What stops your medical records being 'encrypted' with ROT13?
TrueCrypt would indeed have allowed the hospice to invoke "safe harbor" by pointing out the loss of an encrypted drive does not constitute a "release" of EPHI.
Question; is there a differance between 'effective' encryption, and 'HIPAA Approved' encryption?
Yes, HIPAA stipulates that it must be FIPS-accredited..
[citation needed]
HIPAA regulations do not specify what is or is not "approved". They provide guidelines, among those is an obtuse reference to NIST.
Actually, you might be surprised but sometimes these "charitable" types of organizations are the most ripe for fraud/abuse.
My grandmother almost never uses her credit-card, but the last time she had it compromised was shortly after calling in a donation via telephone (the recipient org was legit, but the temp call-centre employees were likely not well vetted). Soon after that she had to cancel the card because somebody in the US was using her CC # to buy body-building supplements.
Just because an organization does something good doesn't mean it can't have people who do bad things under its umbrella, so hence the rules should be enforced for everyone.
While you are correct that such analyses are needed and done all the time, none of that really has to contain identifiable info. And just because work might need to be done, doesn't mean an entire database of PHI has to be copied to a mobile device to do it.
You have to consider, however, who actually runs (or more importantly, actually wants to run or even sometimes only can afford to be running) MOST small medical care operations in the US: people who couldn't (by training or aptitude) become IT or techie types but excel at empathy and soft-skills that are necessary for medical profession at the patient-care-giver level.
I know tons of people who run nursing homes, rehab centers, etc. because of relatives working in such places or having had relatives needing care in these places. They are NOT EVER tech gurus AND they are always running on fumes financially because of all the regulation that is applied to this industry. The possibility to have THEM know such technically "obvious" things is ZERO. The possibility they could afford to hire someone who could tell and then install and operate is only slight greater than zero chance.
This is why healthcare is the US is so profoundly bad. More is spent and lost on compliance and regulation then on delivering actual healthcare. This is why you see horror stories posted in various venues (here, Reddit, etc.) where some schmuck goes to the hospital for a day and gets a bill for $100K with $1K aspirin charges, etc.
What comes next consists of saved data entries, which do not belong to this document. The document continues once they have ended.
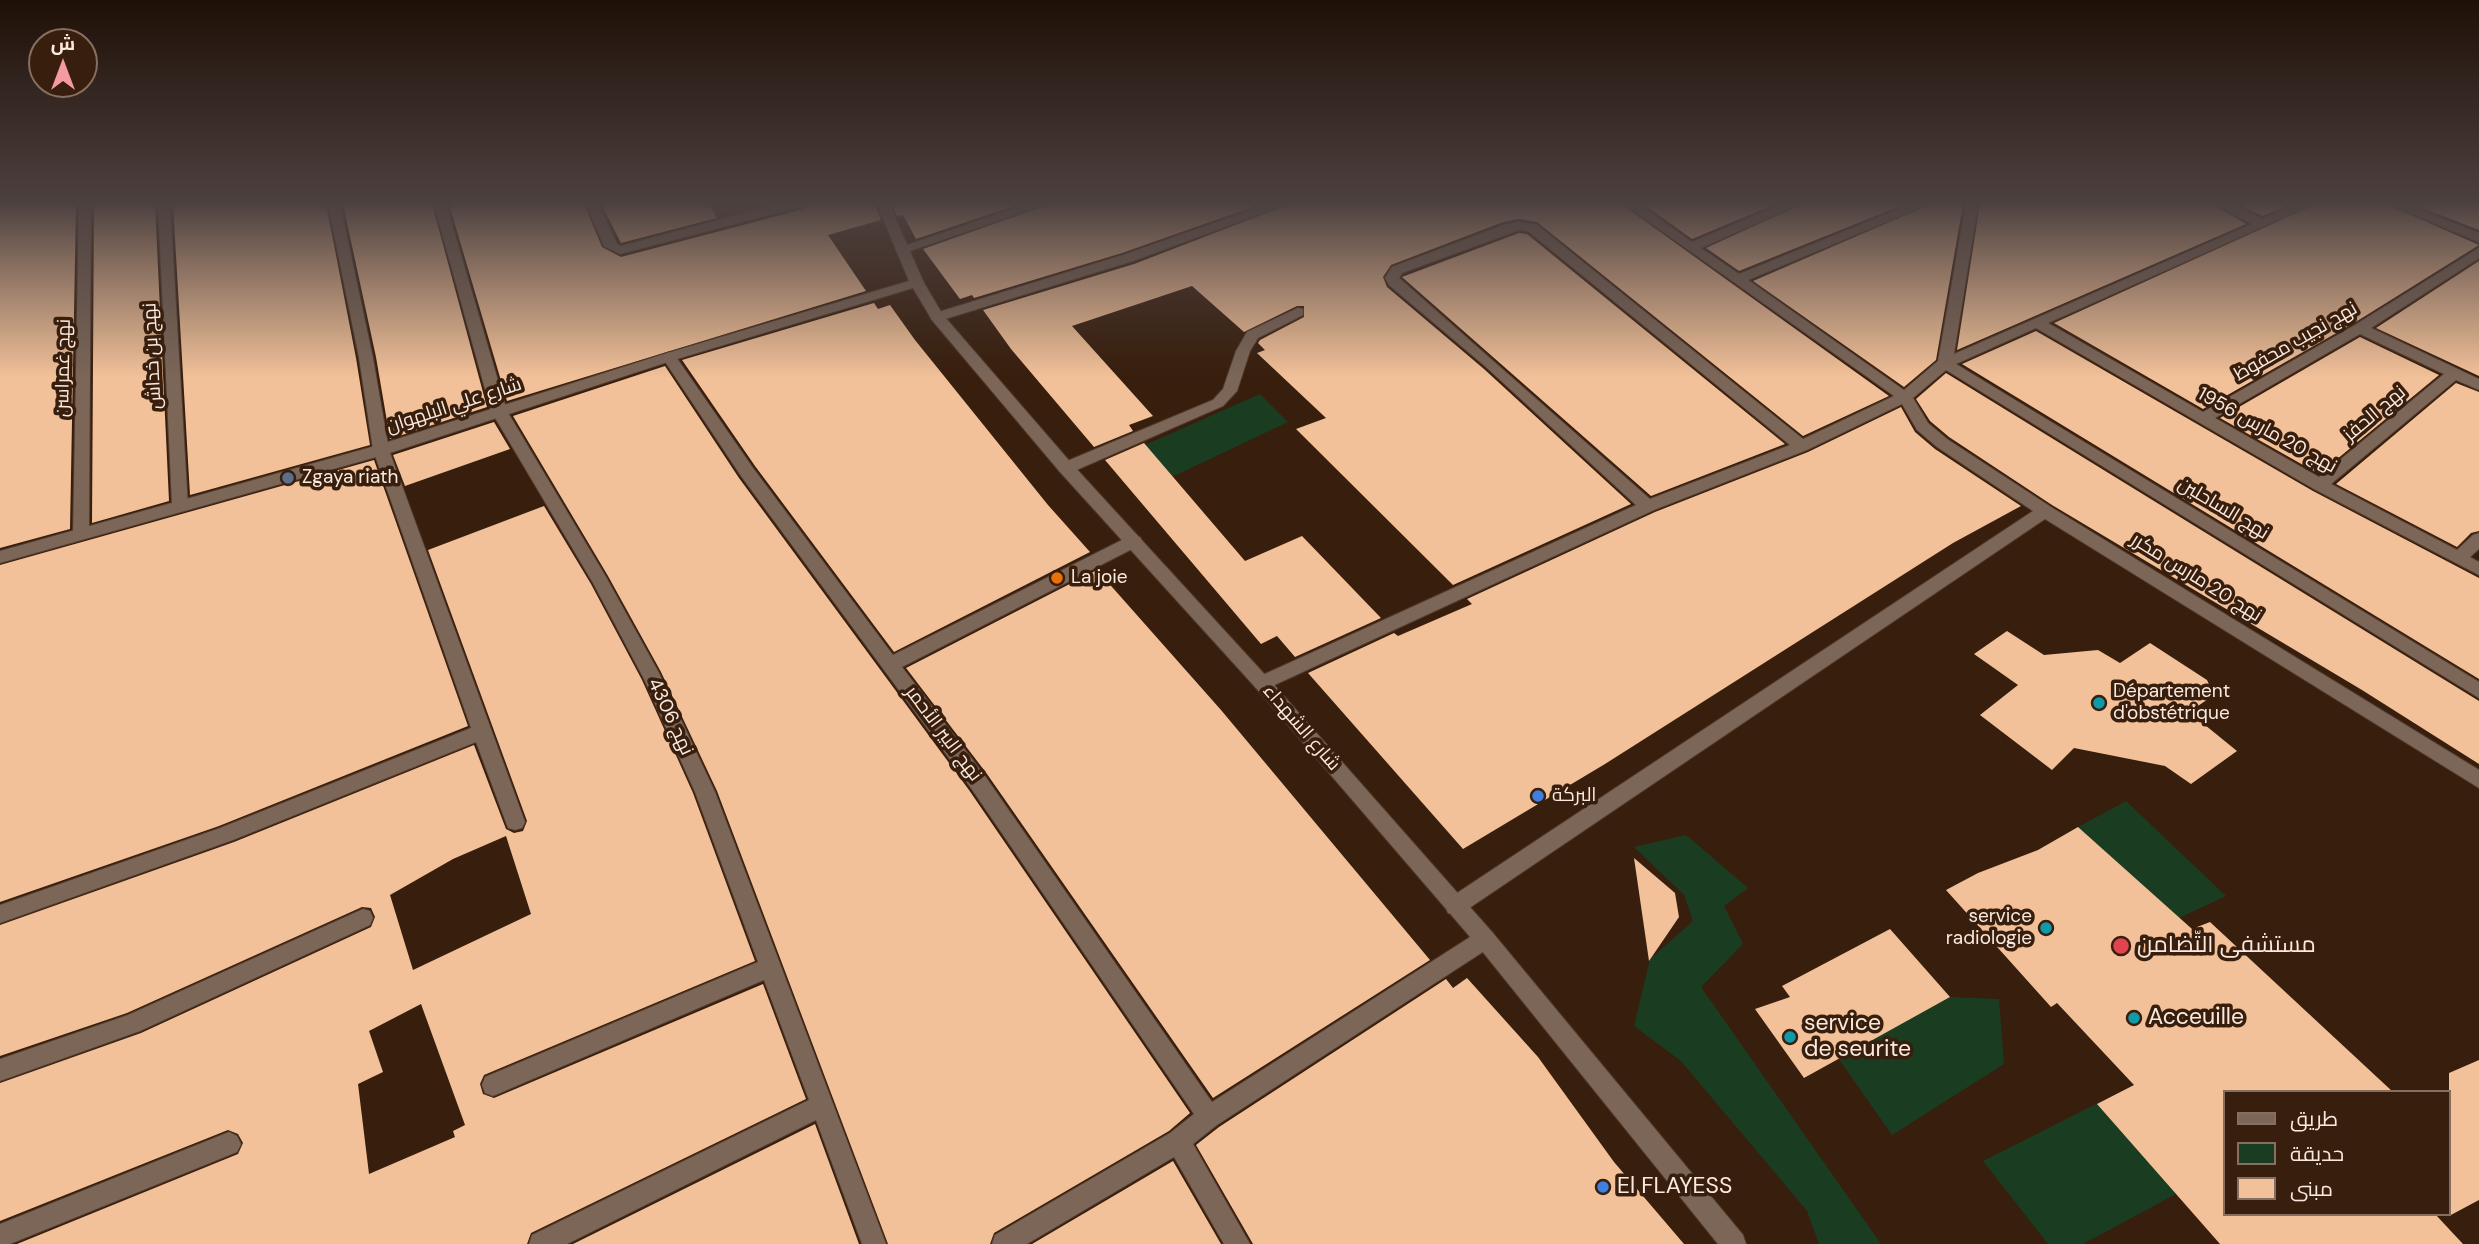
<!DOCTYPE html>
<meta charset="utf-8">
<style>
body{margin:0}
#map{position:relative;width:2479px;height:1244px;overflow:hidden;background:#381e0d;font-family:"DM Sans",Cairo,sans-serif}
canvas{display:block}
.legend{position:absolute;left:2223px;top:1090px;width:228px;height:126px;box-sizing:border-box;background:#381e0d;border:2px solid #866f61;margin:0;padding:9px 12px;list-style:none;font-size:21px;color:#fbe9de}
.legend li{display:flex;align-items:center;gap:14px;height:35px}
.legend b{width:35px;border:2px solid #866f61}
.north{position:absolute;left:28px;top:28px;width:70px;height:70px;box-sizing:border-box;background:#381e0d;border:2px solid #866f61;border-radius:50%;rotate:0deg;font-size:19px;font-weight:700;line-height:28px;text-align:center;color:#fbe9de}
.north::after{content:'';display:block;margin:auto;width:24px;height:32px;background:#f49aa0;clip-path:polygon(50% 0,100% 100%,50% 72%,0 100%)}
</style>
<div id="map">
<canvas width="2479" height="1244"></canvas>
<ul class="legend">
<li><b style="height:9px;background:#7b6658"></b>طريق</li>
<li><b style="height:19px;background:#1a3d22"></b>حديقة</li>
<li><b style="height:19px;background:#f2c199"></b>مبنى</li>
</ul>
<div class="north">ش</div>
</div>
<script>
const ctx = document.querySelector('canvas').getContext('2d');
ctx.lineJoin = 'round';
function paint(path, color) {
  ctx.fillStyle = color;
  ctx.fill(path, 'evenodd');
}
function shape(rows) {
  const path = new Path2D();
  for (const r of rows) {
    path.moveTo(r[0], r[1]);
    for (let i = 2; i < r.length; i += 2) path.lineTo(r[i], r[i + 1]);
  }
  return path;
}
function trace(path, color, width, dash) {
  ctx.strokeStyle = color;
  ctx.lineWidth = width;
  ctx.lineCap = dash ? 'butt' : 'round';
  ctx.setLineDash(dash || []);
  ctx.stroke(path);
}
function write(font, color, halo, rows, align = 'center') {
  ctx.font = font + ' "DM Sans",Cairo,sans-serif';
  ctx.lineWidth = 7;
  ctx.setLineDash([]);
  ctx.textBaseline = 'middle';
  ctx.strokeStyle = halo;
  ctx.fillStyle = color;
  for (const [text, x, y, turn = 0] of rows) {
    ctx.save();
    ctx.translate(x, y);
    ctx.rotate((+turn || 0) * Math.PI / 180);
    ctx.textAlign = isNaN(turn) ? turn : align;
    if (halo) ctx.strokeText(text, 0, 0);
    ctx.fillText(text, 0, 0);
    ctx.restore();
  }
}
paint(shape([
 [1260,394,1288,422,1172,477,1145,445],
 [2126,801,2226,896,2179,918,2078,827],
 [1686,835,1748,888,1724,906,1743,944,1701,987,1881,1244,1819,1244,1807,1211,1681,1061,1634,1026,1650,959,1693,921,1684,895,1634,847],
 [1950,997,1999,999,2004,1064,1892,1135,1838,1058],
 [2098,1103,2176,1194,2083,1244,2048,1244,1983,1161]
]), '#1a3d22');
paint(shape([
 [0,204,76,204,70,529,0,548],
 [94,204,155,204,169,501,92,523],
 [173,204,326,204,356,358,370,445,190,495],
 [343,204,432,204,487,407,390,439,376,357],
 [449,204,584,204,602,247,621,257,800,210,810,204,875,204,881,220,828,235,866,291,507,401],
 [601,204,709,204,717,218,621,243],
 [892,204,1020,204,916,239,903,215,897,216],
 [1050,204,1261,204,1122,253,974,298,972,295,960,299,923,249],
 [1290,204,1621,204,1889,396,1803,436,1537,222,1519,219,1503,222,1391,265,1383,277,1387,287,1484,369,1631,504,1453,585,1296,429,1326,418,1257,353,1265,350,1258,343,1260,340,1304,317,1304,306,1297,306,1244,332,1192,286,1072,326,1153,416,1129,425,1133,431,1094,447,1011,349,983,310,1134,264],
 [1643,204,1776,204,1692,239],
 [1802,204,1905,204,1739,271,1706,248],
 [1931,204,1963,204,1936,360,1904,387,1753,281],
 [1980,204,2212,204,2246,224,1957,350],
 [2237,204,2290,204,2263,216],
 [2316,204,2386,204,2479,245,2354,323,2203,409,2054,323],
 [2412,204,2479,204,2479,230],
 [1519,233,1527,234,1785,444,1651,496,1402,277],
 [2479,261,2479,376,2376,328],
 [874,303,878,309,890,305,915,340,1048,505,1090,552,894,652,755,466,682,360],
 [2036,331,2313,491,2479,578,2479,679,1962,364],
 [2360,337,2439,375,2319,474,2220,418],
 [665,366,739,478,969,790,1190,1113,1169,1131,994,1233,990,1244,888,1244,717,791,661,672,608,576,513,416],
 [1946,373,2479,701,2479,764,2362,690,2052,505,1949,437,1930,421,1916,399],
 [2456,383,2479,392,2479,531,2471,533,2457,547,2336,484],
 [1901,407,1915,432,1935,449,2021,506,1953,543,1605,764,1463,849,1308,673,1394,633,1398,636,1472,604,1467,599,1655,512,1808,452],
 [494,422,510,449,405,486,393,455],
 [1144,443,1245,561,1302,536,1381,618,1295,657,1277,636,1261,644,1105,460],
 [374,460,468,726,219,826,0,902,0,565],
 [544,506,591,584,642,680,693,793,755,961,484,1075,480,1084,483,1094,494,1098,763,984,806,1099,531,1233,527,1244,17,1244,238,1154,243,1143,238,1134,228,1130,0,1221,0,1083,141,1033,371,927,375,917,371,908,362,907,127,1013,0,1056,0,925,234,842,474,745,506,829,514,833,523,831,527,821,428,550],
 [506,836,531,914,413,970,390,895,453,859],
 [421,1004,465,1125,453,1131,455,1137,369,1174,358,1084,383,1072,369,1031],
 [1097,570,1221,710,1430,960,1213,1098,987,774,906,668],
 [2007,631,2044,655,2098,650,2120,663,2150,643,2207,680,2214,695,2189,712,2237,751,2191,784,2165,766,2074,748,2052,770,1980,715,2018,685,1974,654],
 [2078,827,2192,929,2210,922,2393,1092,2225,1092,2225,1214,2435,1214,2463,1244,2220,1244,2097,1104,2134,1085,2057,1003,2051,1007,1946,890,1978,873,2038,850],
 [1634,858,1675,893,1679,917,1649,961],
 [1890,929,1950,997,1804,1078,1755,1009,1790,997,1782,986],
 [1467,978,1538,1057,1614,1162,1684,1244,1253,1244,1196,1145,1219,1127,1446,979,1453,988],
 [2479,1060,2479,1200,2449,1216,2449,1073],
 [815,1124,859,1244,573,1244],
 [1173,1161,1221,1244,1032,1244]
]), '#f2c199');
const minor = shape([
 [79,204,91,204,89,533,81,539,73,533,79,204],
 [158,204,170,204,188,506,180,512,172,506,158,204],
 [328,204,340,204,373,358,389,450,525,822,522,828,515,830,508,828,476,742,233,840,0,923,0,905,220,828,471,728,373,450,359,358,328,204],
 [434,204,446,204,507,411,606,577,659,673,715,792,886,1244,862,1244,816,1120,567,1244,529,1244,532,1235,809,1100,764,980,493,1096,485,1093,482,1085,485,1077,758,962,695,792,644,679,593,583,491,411,434,204],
 [586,204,598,204,617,244,621,246,779,204,800,204,799,207,620,254,604,246,586,204],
 [1028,204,1047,204,907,252,902,253,895,249,1028,204],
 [1269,204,1287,204,1133,261,942,320,932,320,930,317,932,314,1123,255,1269,204],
 [1624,204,1638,204,1692,242,1783,204,1800,204,1701,248,1739,274,1912,204,1929,204,1748,280,1904,390,1938,361,1966,204,1978,204,1954,354,2252,224,2214,204,2231,204,2263,219,2297,204,2314,204,2048,323,2203,412,2355,325,2479,248,2479,258,2371,328,2479,379,2479,390,2456,380,2331,484,2457,550,2473,535,2479,533,2479,549,2470,557,2479,562,2479,575,2314,489,2036,328,1956,364,2479,682,2479,698,1946,370,1913,398,1928,423,1947,439,2051,507,2479,770,2479,788,2045,519,1462,913,1455,915,1448,913,1445,906,1448,899,2033,511,1937,447,1917,430,1902,404,1807,450,1654,510,1268,688,1256,688,1253,683,1256,678,1636,505,1486,367,1389,285,1385,278,1392,267,1504,225,1519,222,1537,225,1803,439,1894,396,1624,204],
 [1519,230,1528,231,1790,445,1650,499,1399,278,1402,273,1519,230],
 [2360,334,2444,374,2319,477,2215,418,2360,334],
 [2388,204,2405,204,2479,233,2479,242,2388,204],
 [1298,308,1303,309,1303,315,1258,338,1250,351,1237,391,1223,406,1072,472,1060,472,1058,468,1060,464,1213,400,1223,389,1236,351,1247,332,1298,308],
 [669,352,674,354,753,468,893,655,1128,537,1140,537,1142,541,1140,545,902,667,985,776,1212,1102,1478,932,1485,929,1492,932,1496,939,1492,946,1217,1125,1193,1144,1250,1244,1224,1244,1174,1157,1027,1244,992,1244,995,1235,1170,1133,1194,1114,971,788,741,476,662,357,669,352],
 [363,909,370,911,373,918,370,925,140,1031,0,1081,0,1059,128,1015,363,909],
 [229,1132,237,1136,241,1144,237,1152,10,1244,0,1244,0,1224,229,1132]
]);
const tertiary = shape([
 [877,204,889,204,924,283,943,315,1072,464,1268,678,1492,932,1743,1235,1746,1244,1718,1244,1478,946,1256,688,1060,472,932,320,913,288,674,360,387,454,0,563,0,551,375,446,664,354,909,281,877,204]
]);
trace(minor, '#533a2a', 2);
trace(tertiary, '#533a2a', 2);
paint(minor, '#7b6658');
paint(tertiary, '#7b6658');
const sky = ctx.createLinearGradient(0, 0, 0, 378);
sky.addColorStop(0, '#1f1007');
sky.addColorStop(0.54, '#4d4140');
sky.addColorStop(1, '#4d414000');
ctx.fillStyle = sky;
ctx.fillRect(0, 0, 2479, 378);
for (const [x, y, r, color] of [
 [288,478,7,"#5c6f8a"],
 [1057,578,7,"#e8710a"],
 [2099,703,7,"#0f9aa8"],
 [1538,796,7,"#3f7fe0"],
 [2046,928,7,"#0f9aa8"],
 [2121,946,9,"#e0444e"],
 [2134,1018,7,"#0f9aa8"],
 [1790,1037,7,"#0f9aa8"],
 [1603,1187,7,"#3f7fe0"]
]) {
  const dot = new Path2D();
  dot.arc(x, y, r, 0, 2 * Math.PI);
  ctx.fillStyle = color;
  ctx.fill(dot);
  trace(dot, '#381e0d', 2.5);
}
write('19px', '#fbe9de', '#381e0d', [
 ["نهج نجيب محفوظ",2296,342,-30],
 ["نهج بن خداش",153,356,-93],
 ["نهج غمراسن",64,368,-89],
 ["شارع علي البلهوان",454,406,-18],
 ["نهج الحفز",2375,414,-40],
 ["نهج 20 مارس 1956",2267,431,29],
 ["نهج الساحلين",2223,509,31],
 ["نهج 20 مارس مكرر",2196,578,32],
 ["نهج 4306",670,717,65],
 ["شارع الشهداء",1301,728,49],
 ["نهج البير الأحمر",943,734,53]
]);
write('19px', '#fbe9de', '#381e0d', [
 ["Zgaya riath",302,478],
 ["La joie",1071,578],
 ["Département",2113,692],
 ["d'obstétrique",2113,714],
 ["البركة",1552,796],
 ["service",2032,917,"right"],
 ["radiologie",2032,939,"right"]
], 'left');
write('23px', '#fbe9de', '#381e0d', [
 ["مستشفى التّضامن",2137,946],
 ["Acceuille",2148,1018],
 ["service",1804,1024],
 ["de seurite",1804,1050],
 ["El FLAYESS",1617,1187]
], 'left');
</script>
If you don't think it's bad in the US, you are 1) too young to have had any serious exposure to the healthcare system and its dysfunction, and/or 2) you have never travels or lived elsewhere to have experience how much better most other country's healthcare systems really are "on the ground". Heaven help you when you finally get exposed to the horror of it.
Yes, it is tragic, but effective encryption is free (TrueCrypt, e.g.) and a non-profit still does not have any business being incompetent.
Not so much tragic as skeezy... large institutions lose covered information all the time, but it just falls through the cracks (i.e. nobody notices/cares when a copy of the information is lost).
You won't see any fines levied against these institutions. The investigators are typically not capable enough to track down an infraction.